South Africa stands to lose scarce skilled resources to other African countries as massive foreign direct investment projects in energy, mining, transport, telecommunications and water supply get underway on the African continent.
Tertiary education qualifications: Africa suffers from low numbers of adults with tertiary education qualifications. Across sub-Saharan Africa, only 0.38% of adults have a tertiary education compared with a South African average of 0.60%. Kenya leads the continent with 2%, against a global average of 3.94% of adults with tertiary education.
Attrition in Africa universities compounds the problem. The estimated university dropout rate across Africa is estimated at 50%, against 60% for SA, 46% for the US and 16% for the UK. "In SA, the pass rate of engineering students is 12.5%, compared to the international average of 25%. If we can increase the graduation rate, we can increase the supply of skills.

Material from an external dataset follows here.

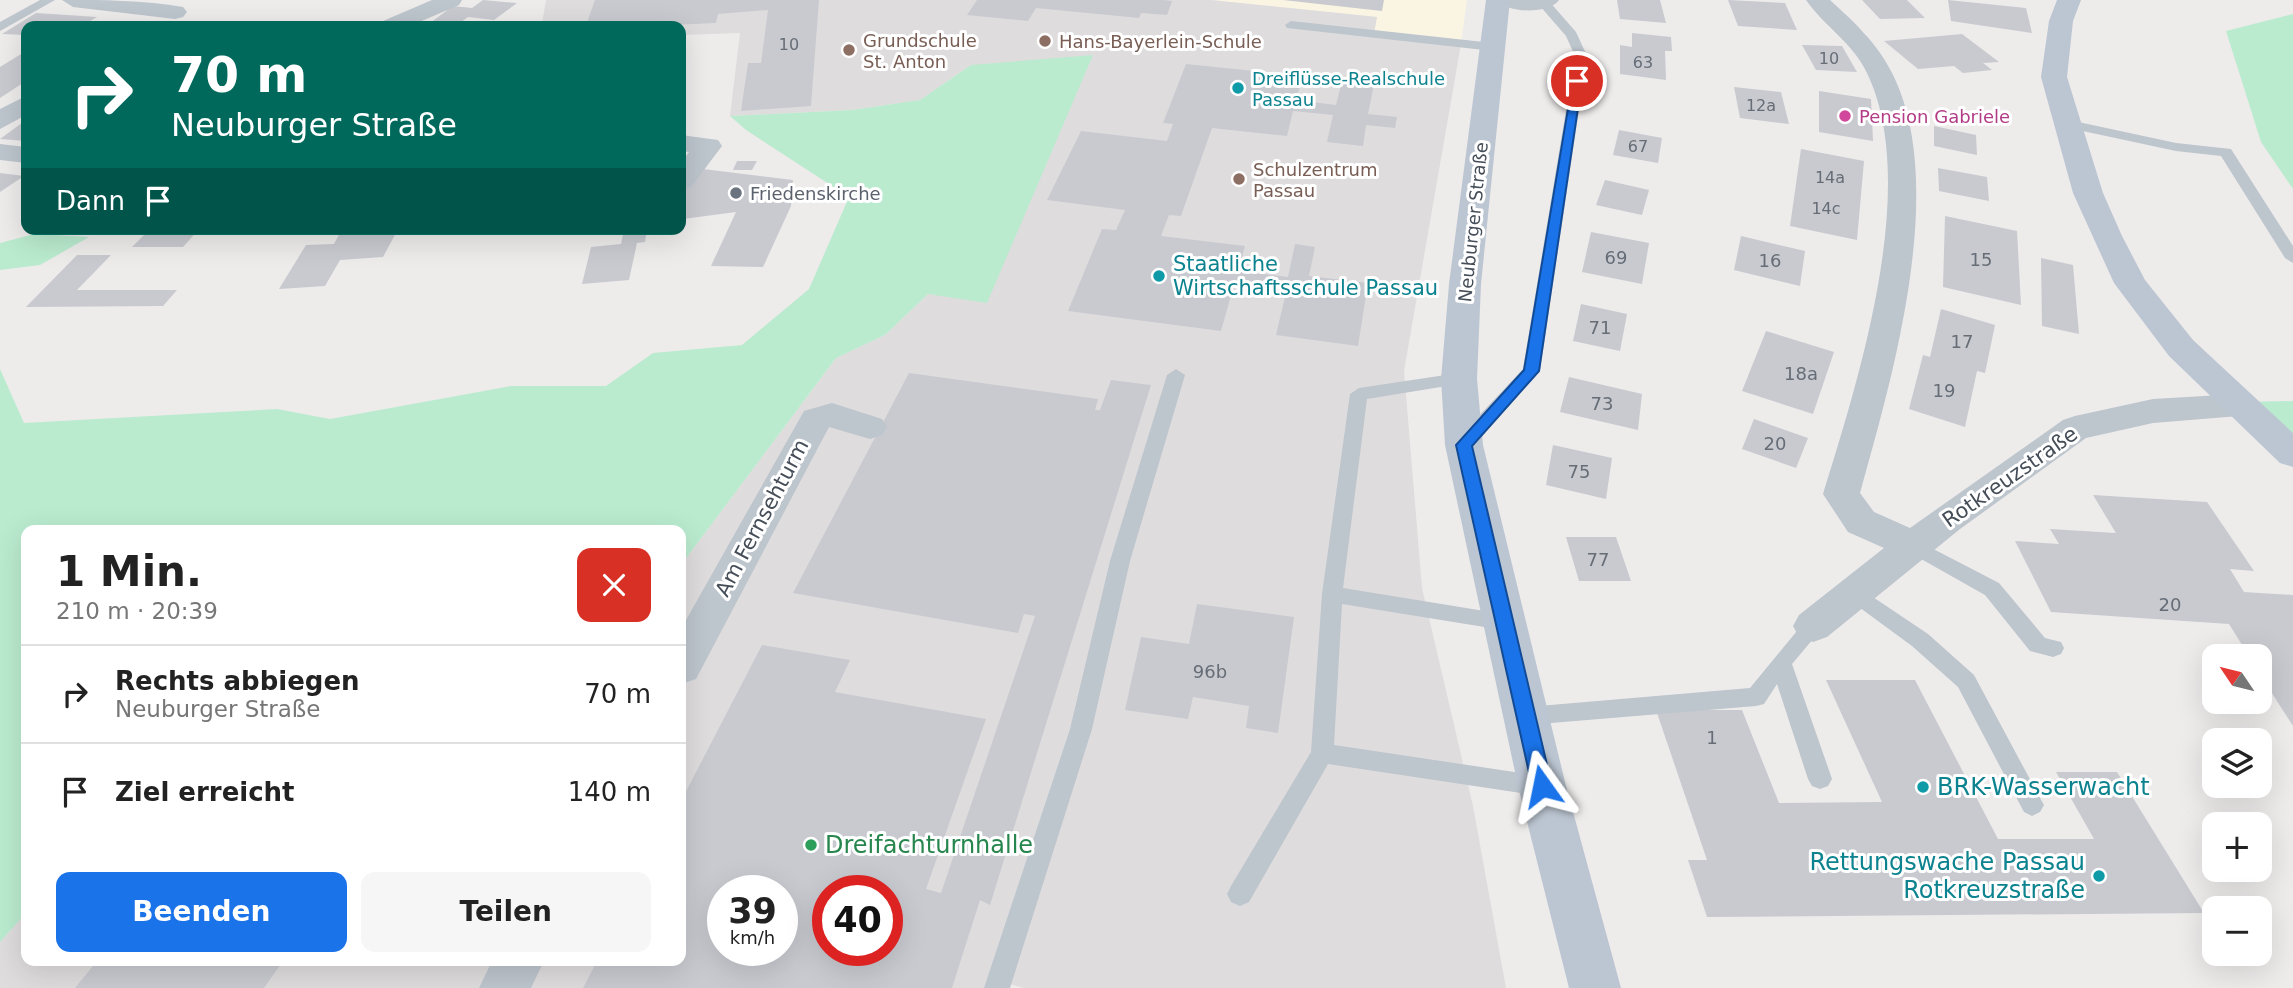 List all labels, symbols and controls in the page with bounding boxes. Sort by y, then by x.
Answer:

Female graduates: A recent global survey on women in emerging markets reveals that female enrolment in universities and graduate schools has increased dramatically. Accordingly, no data is available across the African continent, but female graduates have quadrupled in SA over the past five years, albeit off a low base. Women make up 65% of college graduates in the UAE, 60% in Brazil, and 47% in China – representing an outstanding way of expanding the talent pool.
Strategies for building the talent pipeline
Sustainable development demands that Africa develop its own skills base. Burmeister believes there is no quick fix solution to meeting the challenge of talent shortages and building a leadership pipeline. Instead, multiple, innovative strategies are required to buy, borrow and build the skills needed in core sectors.
People from different backgrounds, engaged in debating these issues can lead to groundbreaking solutions. Capturing new and expanding markets requires diversity among the leadership team. In any skills short market, effectively employing all available educated and skilled resources is an obvious choice to make. The business case for diversity is clear, whether gender-based or cultural.
Forward-thinking companies are systematically bridging the generation gap by creating work experiences that build leadership qualities and test resilience. Their models are custom-designed for the next generation, from building flexible career paths to creating compensation that match their values and work preferences.
Approaches to filling the talent pipeline include increasing bursary spend in core scarce skills areas of the business, increasing graduate hiring and training programmes, using objective assessment tools to assess potential of existing and prospective employees, using secondments for mentoring programmes, using contractors for short-term projects and implementing smart strategies like cross-functional project teams and offshore assignments for exposure and accelerated training.These strategies can assist in generating the skills base required by business in South Africa and Africa if it are to meet the challenges of a sustainable, expanding economy.